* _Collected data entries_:
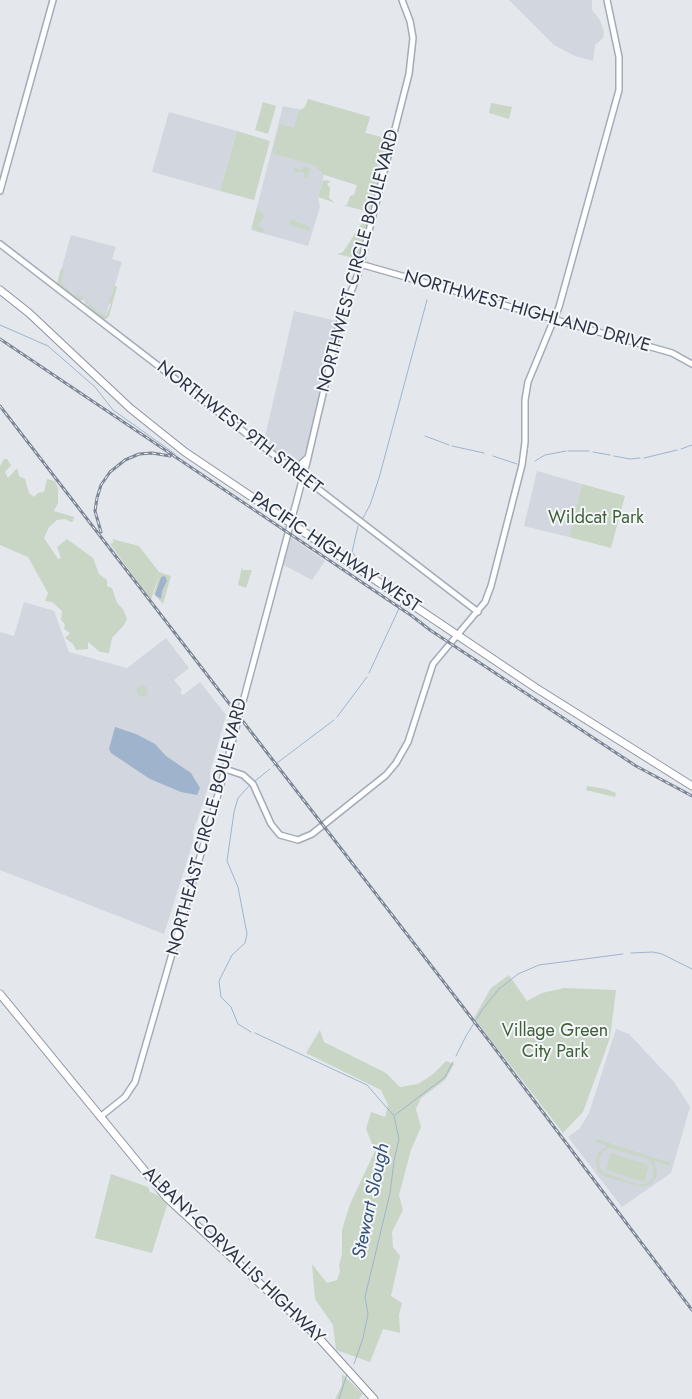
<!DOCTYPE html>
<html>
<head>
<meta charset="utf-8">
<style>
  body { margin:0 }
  canvas { display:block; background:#e4e7ec }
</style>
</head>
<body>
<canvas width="692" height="1399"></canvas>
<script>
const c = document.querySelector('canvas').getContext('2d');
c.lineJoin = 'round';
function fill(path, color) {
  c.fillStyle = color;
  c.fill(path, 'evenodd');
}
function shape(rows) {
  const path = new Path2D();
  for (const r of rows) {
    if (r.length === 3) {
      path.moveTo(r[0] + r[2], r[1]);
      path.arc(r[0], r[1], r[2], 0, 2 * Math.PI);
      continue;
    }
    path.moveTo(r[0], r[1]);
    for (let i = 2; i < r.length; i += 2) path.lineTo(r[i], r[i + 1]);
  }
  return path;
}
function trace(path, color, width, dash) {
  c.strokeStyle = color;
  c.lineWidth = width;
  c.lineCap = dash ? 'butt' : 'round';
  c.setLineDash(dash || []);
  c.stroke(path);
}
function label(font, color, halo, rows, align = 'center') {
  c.font = font + ' Jost,sans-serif';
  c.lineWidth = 4;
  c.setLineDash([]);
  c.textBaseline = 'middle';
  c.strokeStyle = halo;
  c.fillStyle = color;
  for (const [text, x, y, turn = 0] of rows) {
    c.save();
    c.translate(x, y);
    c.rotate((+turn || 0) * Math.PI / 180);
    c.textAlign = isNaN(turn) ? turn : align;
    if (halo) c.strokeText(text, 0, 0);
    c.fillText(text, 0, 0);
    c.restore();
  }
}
fill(shape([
  [509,0,592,0,592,10,600,20,604,32,603,38,595,45,593,61,575,56,554,45],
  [308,99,370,117,365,133,389,139,375,191,324,175,318,197,320,207,308,246,251,230,283,106,302,110,305,107],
  [169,112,237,131,220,191,152,172],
  [71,235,116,247,112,259,122,262,105,318,58,281],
  [294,311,337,321,309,440,301,463,292,465,264,441],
  [537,471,582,484,569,537,524,526],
  [289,536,325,561,312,580,282,564],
  [24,602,54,611,69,652,127,668,166,638,189,668,174,680,182,690,180,692,183,695,200,682,226,715,210,772,210,782,193,832,193,842,164,934,0,870,0,632,14,636],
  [616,1029,629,1034,674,1082,690,1107,671,1173,622,1207,568,1137,580,1128,589,1113]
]), '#d2d6de');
fill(shape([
  [308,99,370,117,365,133,389,139,369,212,342,205,347,205,350,196,354,195,357,185,323,174,314,165,272,153,280,124,294,128,299,111,305,107],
  [263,102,276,106,268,134,255,130],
  [491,103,512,107,509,119,489,113],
  [237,131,270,141,254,200,220,191],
  [294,167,300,170,303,167,310,168,307,179,304,178,304,172,293,172],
  [323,180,331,181,327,184,330,188,329,198,335,203,318,197],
  [257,208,264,216,258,225,264,229,262,233,252,228],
  [290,219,310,227,309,231,289,225],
  [364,220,368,222,358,259,337,254,343,252],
  [61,269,64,270,61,283,74,294,82,297,85,295,81,301,57,283],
  [113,284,117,287,109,316,106,319,103,319,85,304,89,298,87,305,91,305,97,311,106,316,111,304,108,303,114,289],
  [4,459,7,459,11,465,5,472,8,478,17,468,19,476,25,479,29,493,34,497,38,493,44,492,47,479,55,481,58,488,58,503,54,511,74,517,73,521,71,522,65,519,57,520,49,527,44,538,58,559,61,558,57,547,67,539,93,558,99,574,107,580,107,586,112,588,117,603,123,609,127,619,124,625,112,638,109,653,100,652,88,642,88,649,76,650,73,644,65,638,70,633,64,629,65,624,61,620,62,611,52,602,45,601,48,593,28,557,0,545,0,466],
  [582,484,625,496,611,548,569,537],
  [112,539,139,546,159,572,171,576,163,604,154,594,159,574,151,600,110,544,114,542],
  [242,567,243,570,252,570,246,588,238,585],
  [142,691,5.5],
  [587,786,606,789,616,793,615,797,586,790],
  [509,975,527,1001,542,993,564,988,616,990,610,1038,583,1112,563,1133,474,1018,491,988],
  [320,1030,324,1042,386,1073,400,1087,418,1084,432,1075,446,1061,454,1064,445,1080,421,1098,416,1109,421,1127,411,1150,399,1195,403,1210,392,1232,393,1247,400,1256,391,1296,402,1303,399,1315,400,1333,383,1329,370,1362,336,1350,333,1325,315,1299,312,1264,327,1283,337,1280,340,1271,339,1265,342,1254,342,1230,350,1204,375,1151,366,1129,371,1112,385,1117,388,1105,381,1090,306,1053],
  [597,1139,670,1163,669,1166,654,1161,657,1170,656,1177,651,1184,643,1187,606,1177,598,1171,596,1161,598,1153,607,1146,596,1142],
  [609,1148,648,1159,654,1168,653,1178,647,1183,639,1185,605,1173,600,1168,599,1160,602,1152],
  [611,1153,649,1165,644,1182,606,1170],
  [111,1174,148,1187,150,1192,158,1195,167,1205,152,1253,95,1238],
  [342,1374,363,1394,359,1399,335,1399,342,1385]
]), '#c9d6c5');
fill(shape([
  [165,576,167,581,162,591,161,599,155,595,161,577],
  [115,727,136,734,155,744,166,756,191,773,200,788,197,795,181,792,150,779,111,753,109,749]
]), '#9fb4cc');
trace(shape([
  [0,325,48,346,95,387,113,410,175,454],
  [425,436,449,445],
  [452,446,484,453],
  [681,449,692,445],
  [568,451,589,451],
  [593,452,610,455],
  [493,456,517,464],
  [614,456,630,459,640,458],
  [644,458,677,450],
  [535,461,545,455,566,451],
  [363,518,370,505,379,478,427,300],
  [358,526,352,552,360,562,386,578,404,594],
  [369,673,402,602],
  [337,717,367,677],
  [273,766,334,720],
  [255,781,270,769],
  [249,786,238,798,234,812,227,861,238,887,247,934,245,943,232,955,219,981,221,997,231,1007,238,1024,251,1032],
  [631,953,653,952,662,954,692,969],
  [255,1033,367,1085,394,1116,399,1139,394,1161,390,1193,365,1297,368,1314,363,1338,354,1364],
  [456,1056,466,1036,482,1010,499,989,518,974,539,965,623,954],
  [395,1115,445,1077,453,1062],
  [339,1399,347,1374]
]), '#9fb4cc', 1);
const major = shape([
  [0,191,53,0],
  [0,244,478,612],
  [360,264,672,353,692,364],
  [290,466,299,466,306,459],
  [225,769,243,775,253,784,271,824,280,835,298,840,312,834,386,775,396,763,408,742,433,664,485,602,491,586,522,465,525,442,525,400,528,382,559,307,619,90,619,57,607,0],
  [100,1117,125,1097,135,1082,221,784,307,462,341,317,358,274,409,74,413,38,410,21,402,0]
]);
const highway = shape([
  [0,290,29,313,130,408,185,452,536,688,692,786],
  [0,994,167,1198,318,1337,374,1399]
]);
trace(major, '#a3abb8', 8);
trace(highway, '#8b94a3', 9);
trace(major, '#fff', 5);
trace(highway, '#fff', 7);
const rail = shape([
  [0,339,412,616,430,630,636,766,692,796],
  [0,406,490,1042,692,1310],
  [101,532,95,511,97,498,101,485,110,472,125,460,139,454,152,453,170,456]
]);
trace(rail, '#7d8696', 3);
trace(rail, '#f4f6f9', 1, [4]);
label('18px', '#2b3445', '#f4f6f9', [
  ["NORTHWEST CIRCLE BOULEVARD",359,261,-75],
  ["NORTHWEST HIGHLAND DRIVE",527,312,16],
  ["NORTHWEST 9TH STREET",239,428,38],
  ["PACIFIC HIGHWAY WEST",335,553,34],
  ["NORTHEAST CIRCLE BOULEVARD",208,827,-75],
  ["ALBANY-CORVALLIS HIGHWAY",233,1256,44]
]);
label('18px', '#3f6138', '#f4f6f9', [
  ["Wildcat Park",596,519],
  ["Village Green",555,1032],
  ["City Park",555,1053]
]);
label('italic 19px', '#34527a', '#f4f6f9', [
  ["Stewart Slough",372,1201,-78]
]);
</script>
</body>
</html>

* _Description of the task_: All lines above from the one containing "path.arc(r[0], r[1], r[2], 0, 2" to the one containing "c.textBaseline = 'middle';" must be repeated exactly, both lines included, and no others.

* _Task result_:
      path.arc(r[0], r[1], r[2], 0, 2 * Math.PI);
      continue;
    }
    path.moveTo(r[0], r[1]);
    for (let i = 2; i < r.length; i += 2) path.lineTo(r[i], r[i + 1]);
  }
  return path;
}
function trace(path, color, width, dash) {
  c.strokeStyle = color;
  c.lineWidth = width;
  c.lineCap = dash ? 'butt' : 'round';
  c.setLineDash(dash || []);
  c.stroke(path);
}
function label(font, color, halo, rows, align = 'center') {
  c.font = font + ' Jost,sans-serif';
  c.lineWidth = 4;
  c.setLineDash([]);
  c.textBaseline = 'middle';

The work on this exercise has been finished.